Felipe Silva - Agecom UFSC - 19/04/2006
Uma pesquisa desenvolvida no Programa de Pós-Graduação em Engenharia Química da Universidade Federal de Santa Catarina (UFSC) mostrou que a adulteração de gasolina tipo C, a mais vendida no mercado, pode burlar os testes de qualidade dos combustíveis realizados pela Agência Nacional do Petróleo (ANP). Segundo o estudo, o problema pode estar na flexibilidade dos parâmetros adotados pela ANP.
A pesquisa faz parte da dissertação de mestrado de Elaine Vosniak Takeshita, que realizou ensaios no laboratório da ANP em Brasília. Ela constatou que é possível fazer misturas de gasolina tipo C com até 30% de solvente AB9, 20% de solvente aguarrás ou 2% de óleo diesel, sem que isso seja detectado pelos testes da agência.
A gasolina tipo C tem sua composição regulada por uma resolução do governo federal de fevereiro deste ano: 80% de gasolina pura (ou do tipo A) mais 20% de álcool anidro, com tolerância de 1% para mais ou para menos. Qualquer alteração nesses percentuais ou a presença de substâncias diferentes na fórmula, como os solventes ou o óleo diesel, caracteriza adulteração do combustível. O uso de combustível adulterado pode causar problemas mecânicos no veículo e aumentar a emissão de gases poluentes e substâncias cancerígenas.

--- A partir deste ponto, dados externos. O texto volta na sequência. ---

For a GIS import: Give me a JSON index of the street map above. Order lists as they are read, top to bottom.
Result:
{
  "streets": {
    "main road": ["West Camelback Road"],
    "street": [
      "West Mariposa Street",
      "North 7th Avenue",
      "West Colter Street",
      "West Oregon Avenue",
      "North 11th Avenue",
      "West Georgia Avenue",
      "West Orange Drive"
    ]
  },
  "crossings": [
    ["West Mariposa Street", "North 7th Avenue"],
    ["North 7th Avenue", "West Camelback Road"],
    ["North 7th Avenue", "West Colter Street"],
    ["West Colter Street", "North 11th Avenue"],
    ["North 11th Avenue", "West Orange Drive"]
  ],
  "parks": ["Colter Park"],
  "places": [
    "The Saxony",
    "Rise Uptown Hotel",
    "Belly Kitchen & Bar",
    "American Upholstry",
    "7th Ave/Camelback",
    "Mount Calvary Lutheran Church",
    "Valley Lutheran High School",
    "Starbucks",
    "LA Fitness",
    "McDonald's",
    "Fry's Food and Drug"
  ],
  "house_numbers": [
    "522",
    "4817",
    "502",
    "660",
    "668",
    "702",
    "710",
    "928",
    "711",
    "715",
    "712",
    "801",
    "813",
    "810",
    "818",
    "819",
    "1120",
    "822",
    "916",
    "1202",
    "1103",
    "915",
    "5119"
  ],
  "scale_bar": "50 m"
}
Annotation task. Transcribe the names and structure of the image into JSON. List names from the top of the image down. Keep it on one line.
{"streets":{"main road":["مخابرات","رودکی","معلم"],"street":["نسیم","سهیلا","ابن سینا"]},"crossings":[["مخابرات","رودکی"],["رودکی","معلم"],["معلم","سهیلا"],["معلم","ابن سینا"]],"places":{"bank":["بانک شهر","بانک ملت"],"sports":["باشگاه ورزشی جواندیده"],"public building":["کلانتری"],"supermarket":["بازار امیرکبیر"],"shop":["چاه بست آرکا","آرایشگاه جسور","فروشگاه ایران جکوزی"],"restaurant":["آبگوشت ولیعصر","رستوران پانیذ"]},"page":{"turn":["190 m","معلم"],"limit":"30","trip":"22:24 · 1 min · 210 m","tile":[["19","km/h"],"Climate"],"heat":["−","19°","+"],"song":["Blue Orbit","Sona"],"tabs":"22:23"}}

De acordo com Elaine, a flexibilidade dos parâmetros utilizados pela ANP ao analisar a gasolina pode ser a principal causa dos erros registrados. No teste de densidade do combustível, por exemplo, não há especificação de qual o valor-padrão para a gasolina ser aprovada. Já no ensaio de pressão de vapor é exigido apenas que o combustível testado não ultrapasse um parâmetro máximo de 69 quilopascais (kPa). Nenhuma combinação estudada na pesquisa, mesmo as com alto percentual de adulterantes na gasolina, excedeu esse limite.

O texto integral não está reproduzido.